What you should do: Repeat each of these records exactly.

[[ Data under study, beginning ]]

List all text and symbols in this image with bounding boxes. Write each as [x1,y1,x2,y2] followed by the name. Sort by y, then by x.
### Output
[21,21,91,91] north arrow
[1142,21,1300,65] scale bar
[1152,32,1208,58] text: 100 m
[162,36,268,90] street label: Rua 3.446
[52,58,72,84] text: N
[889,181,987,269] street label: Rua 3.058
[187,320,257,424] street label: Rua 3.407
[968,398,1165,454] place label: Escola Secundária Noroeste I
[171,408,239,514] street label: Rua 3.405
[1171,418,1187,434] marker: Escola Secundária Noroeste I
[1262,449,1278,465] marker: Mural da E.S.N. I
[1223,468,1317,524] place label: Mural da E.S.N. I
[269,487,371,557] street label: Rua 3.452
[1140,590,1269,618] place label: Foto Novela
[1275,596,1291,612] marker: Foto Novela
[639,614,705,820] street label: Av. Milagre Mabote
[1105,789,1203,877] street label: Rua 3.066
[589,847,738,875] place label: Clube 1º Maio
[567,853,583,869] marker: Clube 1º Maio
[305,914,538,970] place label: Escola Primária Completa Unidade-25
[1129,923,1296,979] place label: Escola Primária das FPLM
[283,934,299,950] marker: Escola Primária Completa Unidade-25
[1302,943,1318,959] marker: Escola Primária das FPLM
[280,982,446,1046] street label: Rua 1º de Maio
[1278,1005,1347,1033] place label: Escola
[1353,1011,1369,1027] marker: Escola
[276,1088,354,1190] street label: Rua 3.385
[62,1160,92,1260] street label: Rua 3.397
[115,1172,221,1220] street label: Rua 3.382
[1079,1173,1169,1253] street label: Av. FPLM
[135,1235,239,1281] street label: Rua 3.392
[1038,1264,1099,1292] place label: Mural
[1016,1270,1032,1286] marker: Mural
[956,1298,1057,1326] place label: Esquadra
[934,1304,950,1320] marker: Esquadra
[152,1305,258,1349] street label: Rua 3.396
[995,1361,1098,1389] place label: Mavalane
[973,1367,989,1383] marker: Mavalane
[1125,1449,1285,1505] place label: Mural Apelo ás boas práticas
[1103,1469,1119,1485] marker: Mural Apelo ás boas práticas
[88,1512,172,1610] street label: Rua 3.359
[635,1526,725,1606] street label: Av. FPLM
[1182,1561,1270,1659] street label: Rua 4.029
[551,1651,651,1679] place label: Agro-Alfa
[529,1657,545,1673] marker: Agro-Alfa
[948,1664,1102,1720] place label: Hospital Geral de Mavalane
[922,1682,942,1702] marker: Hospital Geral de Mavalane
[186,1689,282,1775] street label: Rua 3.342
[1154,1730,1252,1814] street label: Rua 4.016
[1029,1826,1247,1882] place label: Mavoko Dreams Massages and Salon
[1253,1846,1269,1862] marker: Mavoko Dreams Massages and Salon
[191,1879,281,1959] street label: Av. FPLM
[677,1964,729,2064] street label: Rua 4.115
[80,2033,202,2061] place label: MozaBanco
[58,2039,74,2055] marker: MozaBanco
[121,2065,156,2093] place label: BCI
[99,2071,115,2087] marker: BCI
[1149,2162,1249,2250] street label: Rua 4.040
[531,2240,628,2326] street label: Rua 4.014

[[ Data under study, end ]]

Answer to this exercise:
List all text and symbols in this image with bounding boxes. Write each as [x1,y1,x2,y2] followed by the name. Sort by y, then by x.
### Output
[21,21,91,91] north arrow
[1142,21,1300,65] scale bar
[1152,32,1208,58] text: 100 m
[162,36,268,90] street label: Rua 3.446
[52,58,72,84] text: N
[889,181,987,269] street label: Rua 3.058
[187,320,257,424] street label: Rua 3.407
[968,398,1165,454] place label: Escola Secundária Noroeste I
[171,408,239,514] street label: Rua 3.405
[1171,418,1187,434] marker: Escola Secundária Noroeste I
[1262,449,1278,465] marker: Mural da E.S.N. I
[1223,468,1317,524] place label: Mural da E.S.N. I
[269,487,371,557] street label: Rua 3.452
[1140,590,1269,618] place label: Foto Novela
[1275,596,1291,612] marker: Foto Novela
[639,614,705,820] street label: Av. Milagre Mabote
[1105,789,1203,877] street label: Rua 3.066
[589,847,738,875] place label: Clube 1º Maio
[567,853,583,869] marker: Clube 1º Maio
[305,914,538,970] place label: Escola Primária Completa Unidade-25
[1129,923,1296,979] place label: Escola Primária das FPLM
[283,934,299,950] marker: Escola Primária Completa Unidade-25
[1302,943,1318,959] marker: Escola Primária das FPLM
[280,982,446,1046] street label: Rua 1º de Maio
[1278,1005,1347,1033] place label: Escola
[1353,1011,1369,1027] marker: Escola
[276,1088,354,1190] street label: Rua 3.385
[62,1160,92,1260] street label: Rua 3.397
[115,1172,221,1220] street label: Rua 3.382
[1079,1173,1169,1253] street label: Av. FPLM
[135,1235,239,1281] street label: Rua 3.392
[1038,1264,1099,1292] place label: Mural
[1016,1270,1032,1286] marker: Mural
[956,1298,1057,1326] place label: Esquadra
[934,1304,950,1320] marker: Esquadra
[152,1305,258,1349] street label: Rua 3.396
[995,1361,1098,1389] place label: Mavalane
[973,1367,989,1383] marker: Mavalane
[1125,1449,1285,1505] place label: Mural Apelo ás boas práticas
[1103,1469,1119,1485] marker: Mural Apelo ás boas práticas
[88,1512,172,1610] street label: Rua 3.359
[635,1526,725,1606] street label: Av. FPLM
[1182,1561,1270,1659] street label: Rua 4.029
[551,1651,651,1679] place label: Agro-Alfa
[529,1657,545,1673] marker: Agro-Alfa
[948,1664,1102,1720] place label: Hospital Geral de Mavalane
[922,1682,942,1702] marker: Hospital Geral de Mavalane
[186,1689,282,1775] street label: Rua 3.342
[1154,1730,1252,1814] street label: Rua 4.016
[1029,1826,1247,1882] place label: Mavoko Dreams Massages and Salon
[1253,1846,1269,1862] marker: Mavoko Dreams Massages and Salon
[191,1879,281,1959] street label: Av. FPLM
[677,1964,729,2064] street label: Rua 4.115
[80,2033,202,2061] place label: MozaBanco
[58,2039,74,2055] marker: MozaBanco
[121,2065,156,2093] place label: BCI
[99,2071,115,2087] marker: BCI
[1149,2162,1249,2250] street label: Rua 4.040
[531,2240,628,2326] street label: Rua 4.014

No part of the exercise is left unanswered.